合併の苦い思い出(前) : 安達司法書士.comブログ

2005年05月09日

合併の苦い思い出(前)

それは、平成9年商法改正後の最初の合併案件でした。もう6年近く前のことです。


同一自動車メーカーのA自動車販売株式会社(以下、「A会社」といいます。)とB自動車販売株式会社(以下、「B会社」といいます。)の吸収合併のケースが、顧問弁護士を介して舞い込みました。このケースでは、B会社が債務超過の状態でしたので、規模の小さいB会社を存続会社とせざるを得ませんでした。

債務超過の状態にある会社を消滅会社とする吸収合併の登記は受理されません(昭56.9.26民四5707号民事局第四課長回答)。

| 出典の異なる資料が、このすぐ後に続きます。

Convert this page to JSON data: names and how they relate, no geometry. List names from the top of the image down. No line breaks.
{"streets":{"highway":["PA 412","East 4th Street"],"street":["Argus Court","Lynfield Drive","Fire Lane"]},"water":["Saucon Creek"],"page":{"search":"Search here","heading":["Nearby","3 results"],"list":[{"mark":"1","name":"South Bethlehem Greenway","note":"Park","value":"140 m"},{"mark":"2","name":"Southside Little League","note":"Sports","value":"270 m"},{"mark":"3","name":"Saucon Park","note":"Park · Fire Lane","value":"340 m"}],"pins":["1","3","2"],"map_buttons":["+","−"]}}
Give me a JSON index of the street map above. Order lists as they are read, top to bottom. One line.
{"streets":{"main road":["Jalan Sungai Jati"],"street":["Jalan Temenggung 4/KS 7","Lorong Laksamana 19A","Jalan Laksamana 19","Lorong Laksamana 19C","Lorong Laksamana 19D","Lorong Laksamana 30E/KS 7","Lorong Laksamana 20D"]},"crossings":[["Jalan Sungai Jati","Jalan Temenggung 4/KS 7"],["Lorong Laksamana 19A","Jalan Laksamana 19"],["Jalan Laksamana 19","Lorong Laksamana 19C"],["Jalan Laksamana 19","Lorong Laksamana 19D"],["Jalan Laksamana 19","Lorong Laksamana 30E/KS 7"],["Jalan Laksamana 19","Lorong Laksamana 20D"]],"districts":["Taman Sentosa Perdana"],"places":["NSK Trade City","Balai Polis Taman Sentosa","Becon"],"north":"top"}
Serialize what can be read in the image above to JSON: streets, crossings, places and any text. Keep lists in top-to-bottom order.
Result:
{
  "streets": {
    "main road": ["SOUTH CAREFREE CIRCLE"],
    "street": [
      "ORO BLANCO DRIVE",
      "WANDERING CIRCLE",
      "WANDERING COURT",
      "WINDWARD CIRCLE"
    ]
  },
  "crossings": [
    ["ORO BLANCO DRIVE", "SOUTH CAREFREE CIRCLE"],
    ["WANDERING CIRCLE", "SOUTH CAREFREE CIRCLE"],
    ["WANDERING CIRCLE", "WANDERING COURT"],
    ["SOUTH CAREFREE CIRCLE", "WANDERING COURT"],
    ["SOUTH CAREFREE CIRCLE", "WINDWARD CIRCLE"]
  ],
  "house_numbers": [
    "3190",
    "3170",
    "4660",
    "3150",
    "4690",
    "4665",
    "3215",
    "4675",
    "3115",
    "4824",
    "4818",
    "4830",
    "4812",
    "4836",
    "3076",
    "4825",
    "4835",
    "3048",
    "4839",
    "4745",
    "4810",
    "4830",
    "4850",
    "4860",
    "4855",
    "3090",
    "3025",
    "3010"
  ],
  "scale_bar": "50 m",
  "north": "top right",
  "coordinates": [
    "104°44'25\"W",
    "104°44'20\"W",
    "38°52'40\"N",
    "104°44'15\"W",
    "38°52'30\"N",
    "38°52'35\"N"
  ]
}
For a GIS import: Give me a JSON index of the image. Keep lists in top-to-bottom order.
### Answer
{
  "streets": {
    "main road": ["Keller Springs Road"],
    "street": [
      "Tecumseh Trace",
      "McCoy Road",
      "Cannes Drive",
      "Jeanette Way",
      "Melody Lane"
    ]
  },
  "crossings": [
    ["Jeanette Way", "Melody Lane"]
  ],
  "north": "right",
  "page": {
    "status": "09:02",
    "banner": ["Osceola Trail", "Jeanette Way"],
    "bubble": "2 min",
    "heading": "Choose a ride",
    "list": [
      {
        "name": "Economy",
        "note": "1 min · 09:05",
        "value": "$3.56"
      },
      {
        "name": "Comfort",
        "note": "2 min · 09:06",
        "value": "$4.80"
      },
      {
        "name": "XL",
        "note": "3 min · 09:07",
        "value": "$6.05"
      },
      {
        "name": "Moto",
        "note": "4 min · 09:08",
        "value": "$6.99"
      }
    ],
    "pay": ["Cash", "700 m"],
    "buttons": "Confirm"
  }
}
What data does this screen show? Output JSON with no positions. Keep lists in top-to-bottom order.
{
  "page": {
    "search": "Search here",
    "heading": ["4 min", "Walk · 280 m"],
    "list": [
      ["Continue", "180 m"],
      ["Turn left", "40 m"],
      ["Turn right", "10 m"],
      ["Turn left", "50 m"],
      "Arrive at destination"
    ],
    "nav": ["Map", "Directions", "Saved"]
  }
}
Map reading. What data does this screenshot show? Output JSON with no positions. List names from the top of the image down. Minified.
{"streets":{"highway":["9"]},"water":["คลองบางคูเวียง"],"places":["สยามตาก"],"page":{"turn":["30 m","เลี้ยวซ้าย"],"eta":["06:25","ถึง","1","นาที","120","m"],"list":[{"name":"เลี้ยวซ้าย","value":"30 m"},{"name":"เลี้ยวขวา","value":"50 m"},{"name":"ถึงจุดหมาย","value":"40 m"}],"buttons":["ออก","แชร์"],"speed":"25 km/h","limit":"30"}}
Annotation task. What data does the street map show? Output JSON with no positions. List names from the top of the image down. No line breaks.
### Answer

合併期日と合併の日は異なります。合併期日は、実質的に合併手続が終了した日で合併契約書の必要的記載事項です(商409)。一方、合併の日は合併登記の申請日です(商416①,102)。


まずは、本件の概要から

  • 合併期日(10/1)をもって定款変更
  1. B会社の商号をA会社に変更
  2. B会社の本店をA会社の本店に変更
  3. B会社の目的をA会社の目的と同一内容に変更
  4. 本ケースのように定款の効力発生日を合併期日とした場合には、合併によらない定款変更を記載したにすぎません(商409)。

  • 合併期日をもって役員変更
  1. B会社の役員が総辞職し、A会社の現役員が新たに就任
  2. 登記申請前に就任承諾を取り付けておく必要があります。

  3. 合併期日にB会社取締役会を開催し、A会社の現代表取締役を新代表取締役に選任
  4. 本ケースのように合併期日に就任した取締役は、「合併後存続する株式会社の取締役であって合併前に就職したもの」(商414の3)に該当します。(商事法務1487.40)

  • 合併期日をもって本店移転
  1. 上記取締役会で、B会社本店所在地をA会社本店所在地に移転
  • 合併により新株を発行
  1. A会社(消滅会社)の純資産額の範囲内で新株を発行(商413の2)
  2. 存続会社の資本の増加額が消滅会社の資本の額より少ない場合でも資本減少の手続をとる必要はありません(平9.9.19民四1709号民事局長通達第2-1-(8))。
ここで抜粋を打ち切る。